Lines that contain "read" are to be copied from the material, every one of them.

[Data section]
■ ■ ■

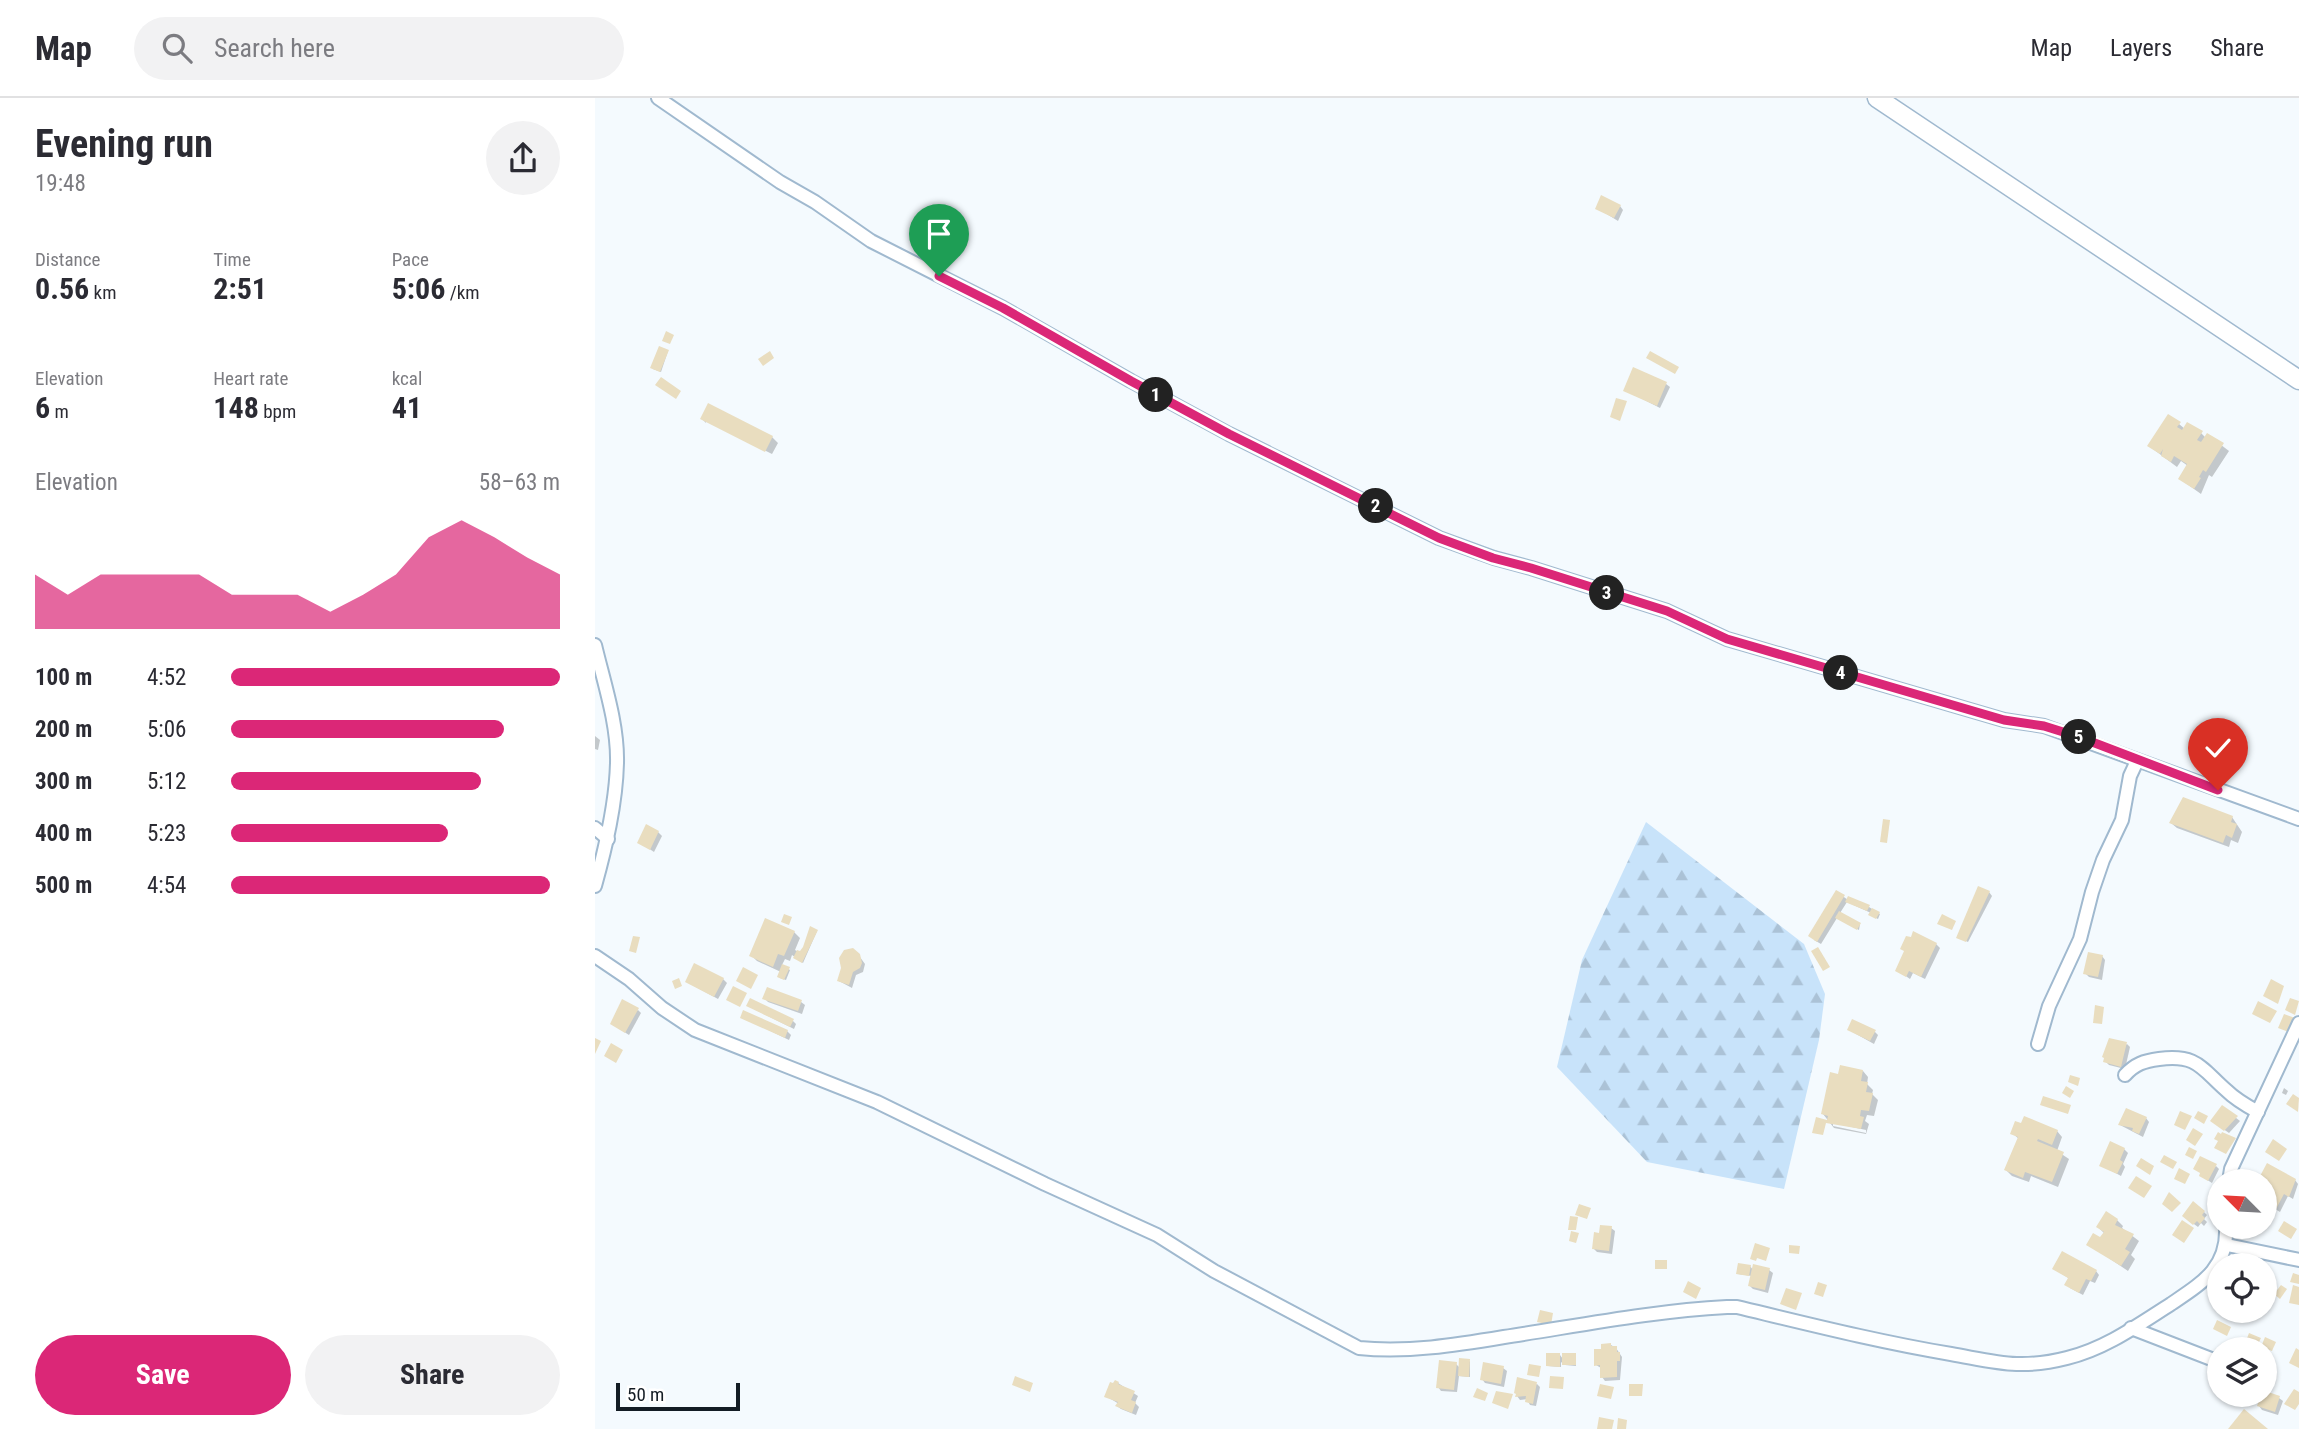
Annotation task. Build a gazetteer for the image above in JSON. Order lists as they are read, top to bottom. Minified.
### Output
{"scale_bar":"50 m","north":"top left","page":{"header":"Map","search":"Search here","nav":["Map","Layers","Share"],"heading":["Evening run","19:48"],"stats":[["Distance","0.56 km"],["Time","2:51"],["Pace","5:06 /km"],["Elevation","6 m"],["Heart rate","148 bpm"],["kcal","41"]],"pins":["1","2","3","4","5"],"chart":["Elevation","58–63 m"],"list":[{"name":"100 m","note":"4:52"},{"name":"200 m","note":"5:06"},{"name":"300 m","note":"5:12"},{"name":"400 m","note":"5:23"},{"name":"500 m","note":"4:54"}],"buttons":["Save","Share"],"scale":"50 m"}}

■ ■ ■

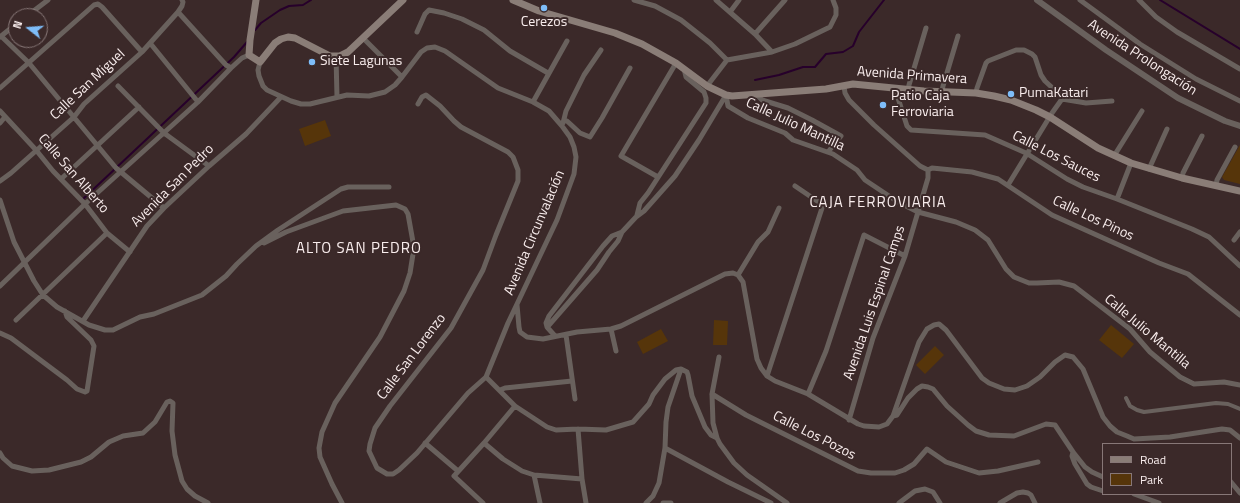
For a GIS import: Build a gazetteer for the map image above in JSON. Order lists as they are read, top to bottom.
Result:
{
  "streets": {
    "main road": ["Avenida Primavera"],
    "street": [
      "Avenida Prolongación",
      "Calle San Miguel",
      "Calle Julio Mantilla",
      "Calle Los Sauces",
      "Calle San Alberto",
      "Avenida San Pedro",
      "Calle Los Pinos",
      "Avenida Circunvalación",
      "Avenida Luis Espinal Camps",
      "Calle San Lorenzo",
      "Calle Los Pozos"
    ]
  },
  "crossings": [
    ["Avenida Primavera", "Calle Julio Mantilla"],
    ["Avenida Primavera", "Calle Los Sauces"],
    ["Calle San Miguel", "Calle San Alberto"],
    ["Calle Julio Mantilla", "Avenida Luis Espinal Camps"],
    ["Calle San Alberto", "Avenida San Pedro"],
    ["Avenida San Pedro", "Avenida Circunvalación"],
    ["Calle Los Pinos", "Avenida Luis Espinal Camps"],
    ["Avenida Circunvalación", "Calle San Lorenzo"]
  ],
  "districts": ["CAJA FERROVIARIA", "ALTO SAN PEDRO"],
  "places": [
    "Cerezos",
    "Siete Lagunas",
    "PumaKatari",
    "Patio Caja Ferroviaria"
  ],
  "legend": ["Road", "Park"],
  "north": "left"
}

■ ■ ■

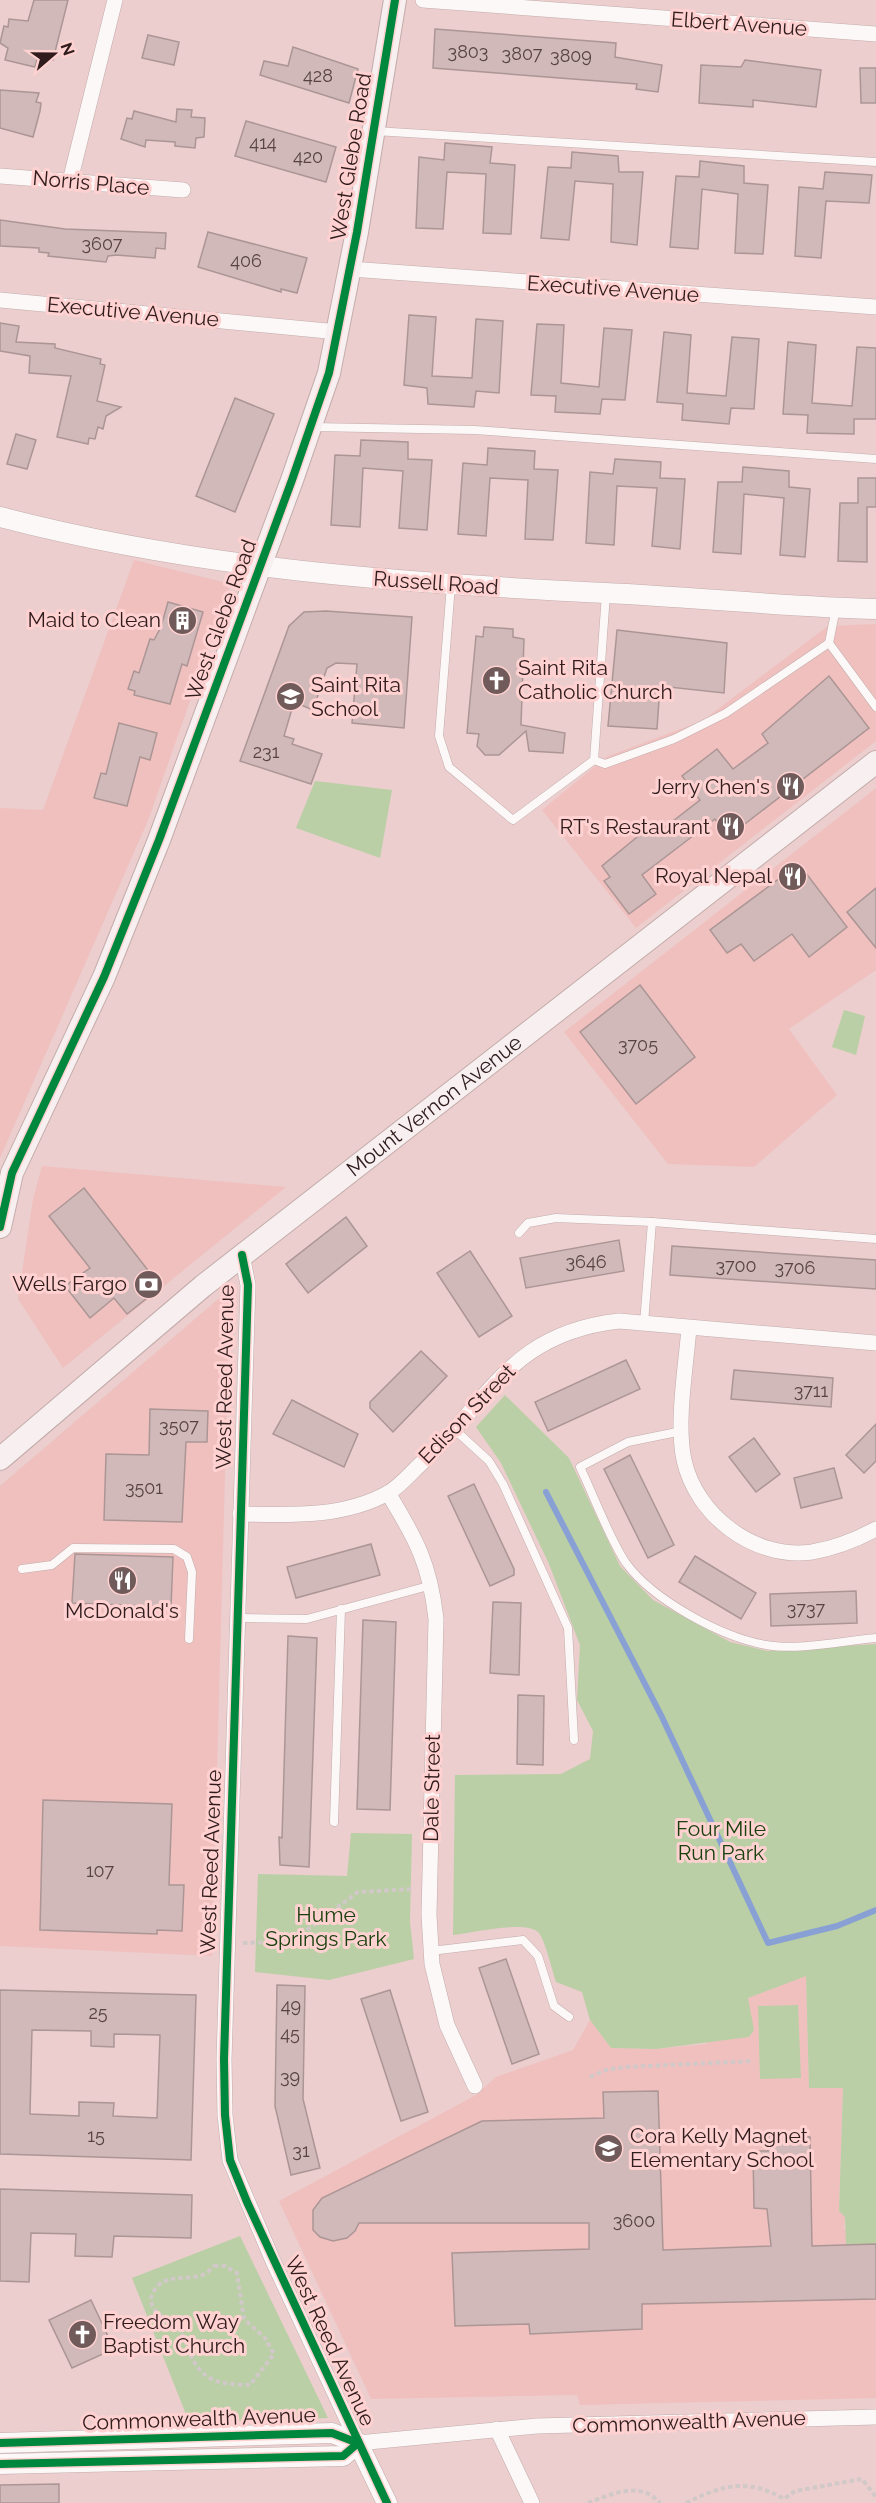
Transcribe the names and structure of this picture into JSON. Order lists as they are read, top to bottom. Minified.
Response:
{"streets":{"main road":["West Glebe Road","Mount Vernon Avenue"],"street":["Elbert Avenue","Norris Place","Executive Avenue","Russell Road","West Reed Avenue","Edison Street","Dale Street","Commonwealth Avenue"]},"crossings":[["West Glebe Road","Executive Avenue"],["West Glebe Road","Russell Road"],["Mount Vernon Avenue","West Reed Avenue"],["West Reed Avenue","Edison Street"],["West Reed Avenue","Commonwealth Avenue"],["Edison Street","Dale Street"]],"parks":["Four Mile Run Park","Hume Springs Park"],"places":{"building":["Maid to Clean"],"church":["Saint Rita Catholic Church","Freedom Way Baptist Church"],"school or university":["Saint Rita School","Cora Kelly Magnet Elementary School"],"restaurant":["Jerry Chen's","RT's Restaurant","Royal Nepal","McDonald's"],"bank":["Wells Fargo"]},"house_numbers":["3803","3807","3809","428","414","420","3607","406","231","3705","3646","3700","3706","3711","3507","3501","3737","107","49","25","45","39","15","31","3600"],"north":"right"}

■ ■ ■

[Response]
Annotation task. Build a gazetteer for the image above in JSON. Order lists as they are read, top to bottom. Minified.
For a GIS import: Build a gazetteer for the map image above in JSON. Order lists as they are read, top to bottom.
Transcribe the names and structure of this picture into JSON. Order lists as they are read, top to bottom. Minified.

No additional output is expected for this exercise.